(Stored items)
===
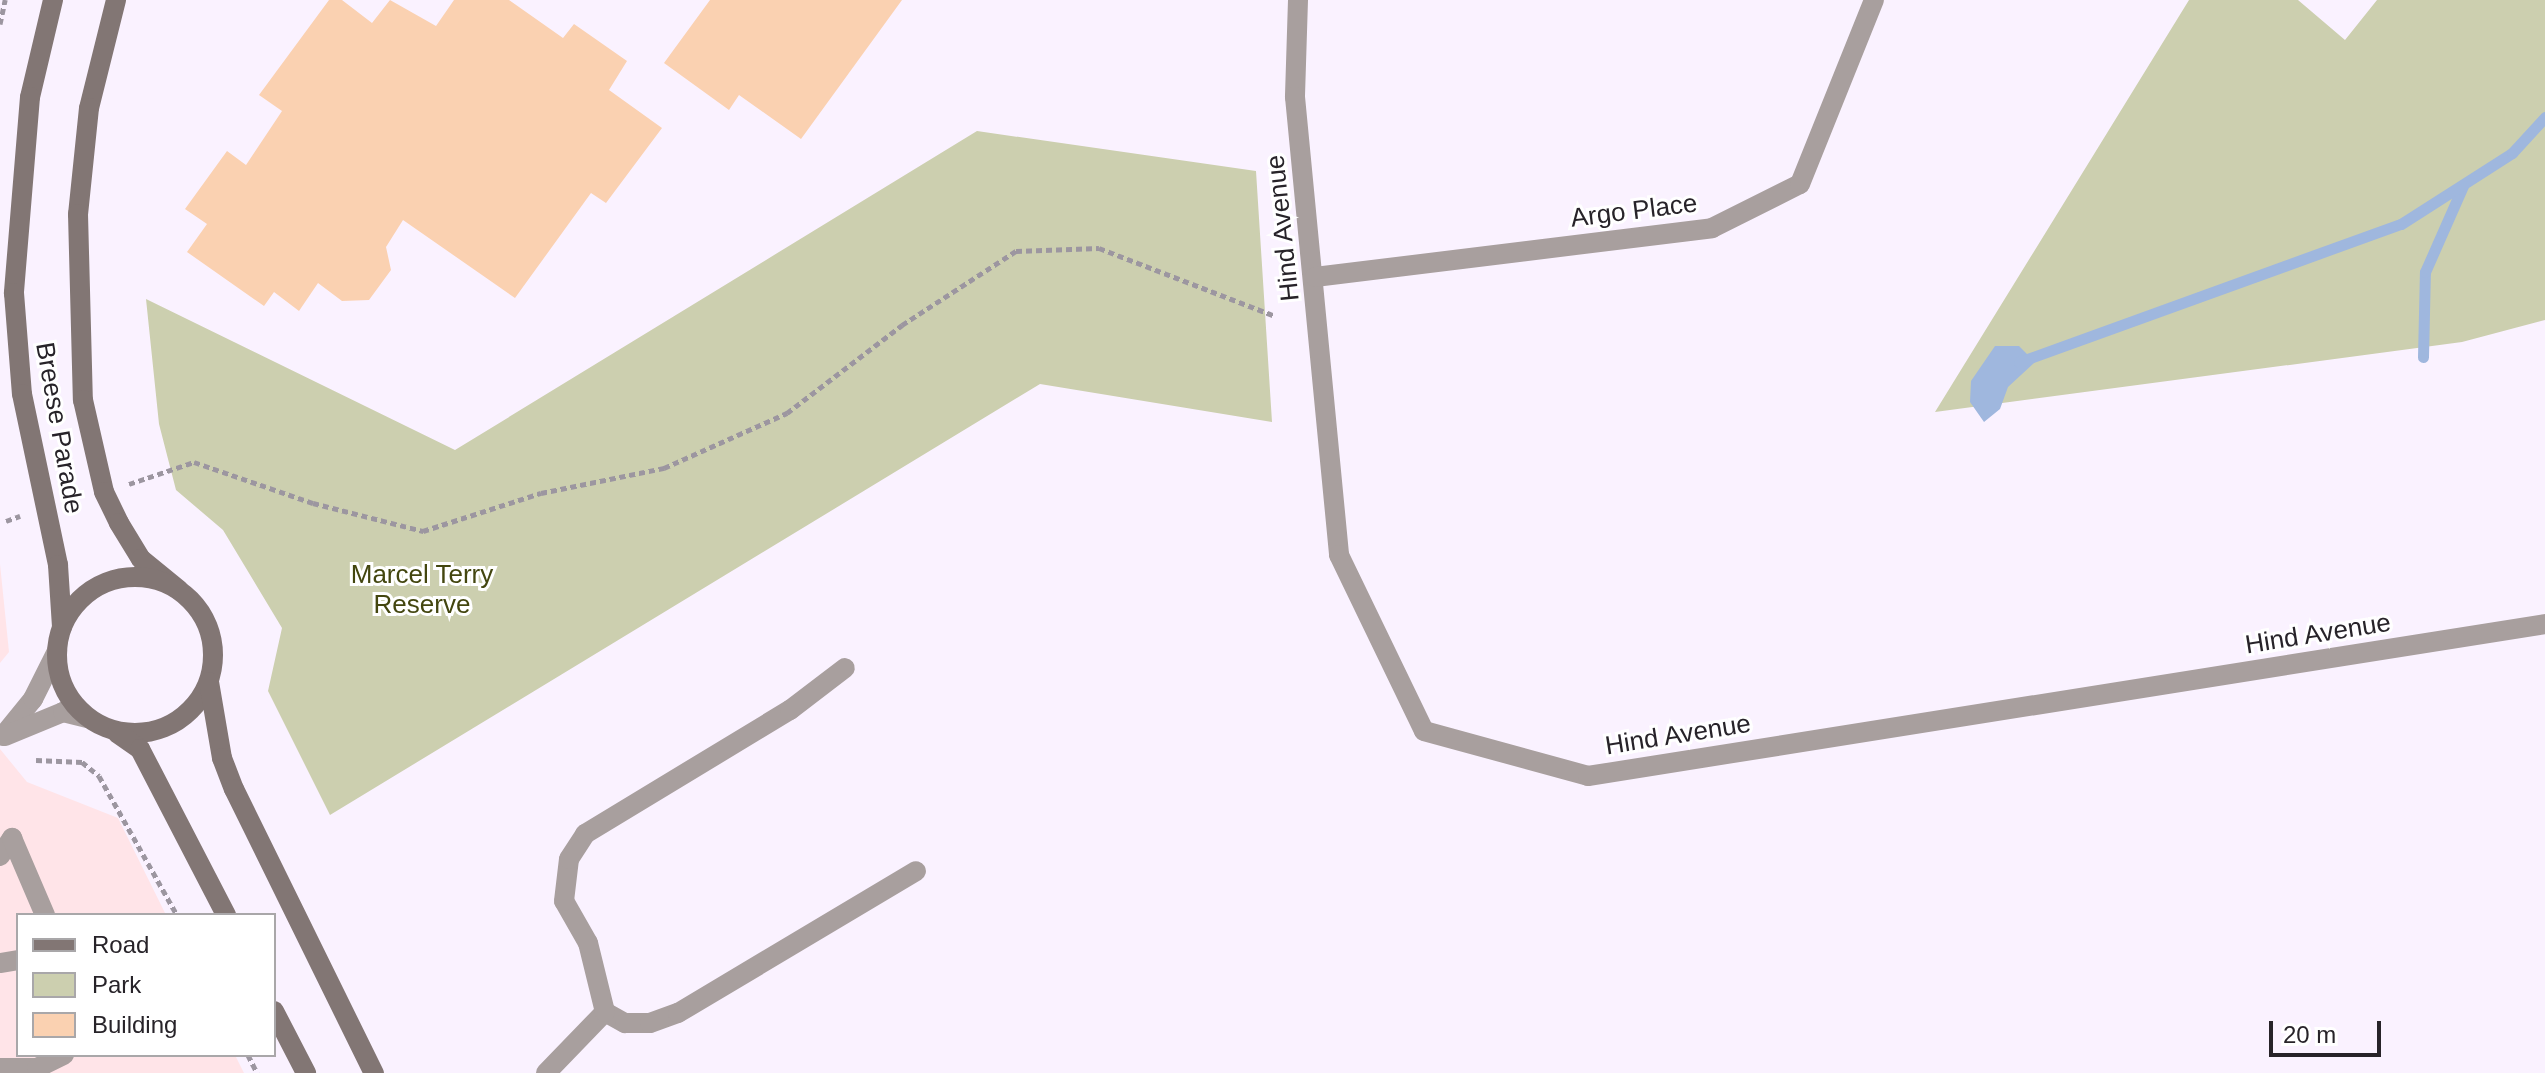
<!DOCTYPE html>
<html>
<head>
<meta charset="utf-8">
<style>
	body { margin:0 }
	#map { position:relative; width:2545px; height:1073px; overflow:hidden; background:#faf2ff; font-family:Helvetica,sans-serif }
	div>[style] { position:absolute }
	[style*='--x'] { left:calc(var(--x)*1px); top:calc(var(--y)*1px); width:calc(var(--w)*1px); rotate:calc(var(--a)*1deg) }
	.commercial>* { inset:0; background:#ffe4e8 }
	.green>* { inset:0; background:#cccfaf }
	.water>* { inset:0; background:#9fb7de }
	.stream>* { height:11px; margin:-5.5px; padding:0 5.5px; transform-origin:5.5px; border-radius:5.5px; background:#9fb7de }
	.building>* { inset:0; background:#fad1b1 }
	.path>* { height:5px; margin-top:-2.5px; transform-origin:0; background:repeating-linear-gradient(90deg,#9c96a0 0 6px,transparent 0 10px) }
	.service>* { height:20px; margin:-10px; padding:0 10px; transform-origin:10px; border-radius:10px; background:#a89f9e }
	.minor>* { height:20px; margin:-10px; padding:0 10px; transform-origin:10px; border-radius:10px; background:#a89f9e }
	.secondary>* { height:20px; margin:-10px; padding:0 10px; transform-origin:10px; border-radius:10px; background:#827674 }
	.secondary>.ring { margin:-10px; padding:0; box-sizing:content-box; background:none; border:20px solid #827674; border-radius:50% }
	span { translate:-50% -50%; white-space:nowrap; text-align:center; line-height:1.15; -webkit-text-stroke:6px #fff; paint-order:stroke }
	.street-label { font-size:26px; color:#272329 }
	.park-label { font-size:26px; color:#43460f }
	.legend { position:absolute; left:16px; top:913px; width:260px; height:144px; box-sizing:border-box; background:#fff; border:2px solid #a9a7a9; margin:0; padding:10px 14px; list-style:none; font-size:24px; color:#272329 }
	.legend li { display:flex; align-items:center; gap:16px; height:40px }
	.legend b { width:40px; border:2px solid #a9a7a9 }
	.scale { position:absolute; left:2269px; top:1021px; width:112px; height:36px; box-sizing:border-box; border:4px solid #272329; border-top:0; padding-left:10px; font-size:24px; line-height:28px; white-space:nowrap; color:#272329; -webkit-text-stroke:6px #fff; paint-order:stroke }
</style>
</head>
<body>
<div id="map">
	<div class="commercial">
		<div style="clip-path:polygon(0 564px,9px 652px,0 663px)"></div>
		<div style="clip-path:polygon(0 749px,27px 782px,118px 818px,166px 915px,18px 915px,18px 1055px,235px 1055px,244px 1073px,0 1073px)"></div>
	</div>
	<div class="green">
		<div style="clip-path:polygon(2189px 0,2298px 0,2345px 40px,2377px 0,2545px 0,2545px 320px,2462px 342px,1935px 412px)"></div>
		<div style="clip-path:polygon(977px 131px,1256px 171px,1272px 422px,1040px 384px,330px 815px,268px 691px,282px 628px,223px 530px,176px 490px,159px 424px,146px 299px,455px 450px)"></div>
	</div>
	<div class="water">
		<div style="clip-path:polygon(1995px 346px,2019px 346px,2035px 362px,2008px 387px,2000px 409px,1984px 422px,1970px 402px,1971px 381px)"></div>
	</div>
	<div class="stream">
		<div style="--x:2423;--y:357;--w:85;--a:-88.7"></div>
		<div style="--x:2425;--y:272;--w:94;--a:-66.2"></div>
		<div style="--x:2019;--y:362;--w:406;--a:-19.9"></div>
		<div style="--x:2401;--y:224;--w:132;--a:-32.6"></div>
		<div style="--x:2512;--y:153;--w:49;--a:-47.5"></div>
	</div>
	<div class="building">
		<div style="clip-path:polygon(329px 0,342px 0,372px 23px,390px 0,436px 26px,454px 0,509px 0,563px 38px,574px 24px,627px 61px,609px 90px,662px 128px,606px 203px,591px 193px,515px 298px,403px 220px,386px 247px,391px 270px,369px 300px,342px 301px,318px 283px,299px 311px,274px 292px,264px 306px,187px 252px,207px 224px,185px 209px,227px 151px,246px 165px,282px 111px,259px 95px)"></div>
		<div style="clip-path:polygon(710px 0,902px 0,801px 139px,739px 95px,729px 110px,664px 63px)"></div>
	</div>
	<div class="path">
		<div style="--x:0;--y:24;--w:25;--a:-78"></div>
		<div style="--x:129;--y:484;--w:69;--a:-18.7"></div>
		<div style="--x:194;--y:462;--w:126;--a:19"></div>
		<div style="--x:313;--y:503;--w:114;--a:14.3"></div>
		<div style="--x:423;--y:531;--w:124;--a:-17.9"></div>
		<div style="--x:541;--y:493;--w:126;--a:-11.5"></div>
		<div style="--x:664;--y:468;--w:135;--a:-24.1"></div>
		<div style="--x:787;--y:413;--w:145;--a:-37.4"></div>
		<div style="--x:902;--y:325;--w:136;--a:-33"></div>
		<div style="--x:1016;--y:251;--w:83;--a:-2.1"></div>
		<div style="--x:1099;--y:248;--w:189;--a:21.1"></div>
		<div style="--x:6;--y:521;--w:15;--a:-20"></div>
		<div style="--x:36;--y:760;--w:46;--a:2.5"></div>
		<div style="--x:82;--y:762;--w:22;--a:39"></div>
		<div style="--x:99;--y:776;--w:159;--a:60.7"></div>
		<div style="--x:248;--y:1055;--w:20;--a:63"></div>
	</div>
	<div class="service">
		<div style="--x:3;--y:736;--w:48;--a:-51"></div>
		<div style="--x:33;--y:699;--w:54;--a:-63.4"></div>
		<div style="--x:5;--y:736;--w:63;--a:-22.5"></div>
		<div style="--x:63;--y:712;--w:25;--a:14"></div>
		<div style="--x:0;--y:856;--w:22;--a:-56"></div>
		<div style="--x:12;--y:838;--w:84;--a:66.8"></div>
		<div style="--x:0;--y:963;--w:18;--a:-9"></div>
		<div style="--x:605;--y:1012;--w:23;--a:29"></div>
		<div style="--x:625;--y:1023;--w:25;--a:0"></div>
		<div style="--x:650;--y:1023;--w:30;--a:-20"></div>
		<div style="--x:678;--y:1013;--w:277;--a:-30.8"></div>
		<div style="--x:0;--y:1068;--w:37;--a:0"></div>
		<div style="--x:37;--y:1068;--w:30;--a:-26"></div>
		<div style="--x:546;--y:1073;--w:85;--a:-46"></div>
		<div style="--x:605;--y:1012;--w:71;--a:-103.8"></div>
		<div style="--x:588;--y:943;--w:48;--a:-119.7"></div>
		<div style="--x:564;--y:901;--w:42;--a:-83.2"></div>
		<div style="--x:569;--y:859;--w:30;--a:-57"></div>
		<div style="--x:585;--y:834;--w:240;--a:-31.2"></div>
		<div style="--x:790;--y:710;--w:69;--a:-37.4"></div>
	</div>
	<div class="minor">
		<div style="--x:1298;--y:0;--w:97;--a:91.8"></div>
		<div style="--x:1295;--y:97;--w:460;--a:84.5"></div>
		<div style="--x:1339;--y:555;--w:195;--a:64.2"></div>
		<div style="--x:1424;--y:731;--w:170;--a:15.3"></div>
		<div style="--x:1588;--y:776;--w:969;--a:-9.02"></div>
		<div style="--x:1315;--y:277;--w:400;--a:-7"></div>
		<div style="--x:1712;--y:228;--w:98;--a:-26.6"></div>
		<div style="--x:1800;--y:184;--w:198;--a:-68.1"></div>
	</div>
	<div class="secondary">
		<div style="--x:53;--y:0;--w:100;--a:103.3"></div>
		<div style="--x:30;--y:97;--w:197;--a:94.7"></div>
		<div style="--x:14;--y:293;--w:101;--a:85.5"></div>
		<div style="--x:22;--y:394;--w:175;--a:78.1"></div>
		<div style="--x:58;--y:565;--w:62;--a:86.3"></div>
		<div style="--x:116;--y:0;--w:111;--a:104"></div>
		<div style="--x:89;--y:108;--w:107;--a:95.9"></div>
		<div style="--x:78;--y:214;--w:186;--a:88.5"></div>
		<div style="--x:83;--y:400;--w:94;--a:77.1"></div>
		<div style="--x:104;--y:492;--w:34;--a:64"></div>
		<div style="--x:119;--y:523;--w:42;--a:58.6"></div>
		<div style="--x:141;--y:559;--w:49;--a:39.2"></div>
		<div class="ring" style="left:57px;top:577px;width:136px;height:136px"></div>
		<div style="--x:209;--y:682;--w:77;--a:80.3"></div>
		<div style="--x:222;--y:758;--w:33;--a:69"></div>
		<div style="--x:234;--y:789;--w:317;--a:63.8"></div>
		<div style="--x:117;--y:733;--w:28;--a:35"></div>
		<div style="--x:140;--y:749;--w:187;--a:62.6"></div>
		<div style="--x:274;--y:1011;--w:70;--a:62.7"></div>
	</div>
	<div class="street-label">
		<span style="left:1634px;top:211px;rotate:-7deg">Argo Place</span>
		<span style="left:1283px;top:228px;rotate:-96deg">Hind Avenue</span>
		<span style="left:59px;top:428px;rotate:80deg">Breese Parade</span>
		<span style="left:2318px;top:634px;rotate:-9deg">Hind Avenue</span>
		<span style="left:1678px;top:735px;rotate:-9deg">Hind Avenue</span>
	</div>
	<div class="park-label">
		<span style="left:422px;top:590px">Marcel Terry<br>Reserve</span>
	</div>
	<ul class="legend">
	<li><b style="height:10px;background:#827674"></b>Road</li>
	<li><b style="height:22px;background:#cccfaf"></b>Park</li>
	<li><b style="height:22px;background:#fad1b1"></b>Building</li>
	</ul>
	<div class="scale">20 m</div>
</div>
</body>
</html>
===
EXERCISE PROMPT:
Determine how many lines above contain "font" as a word or string. Give the number alone.

RESPONSE AREA:
5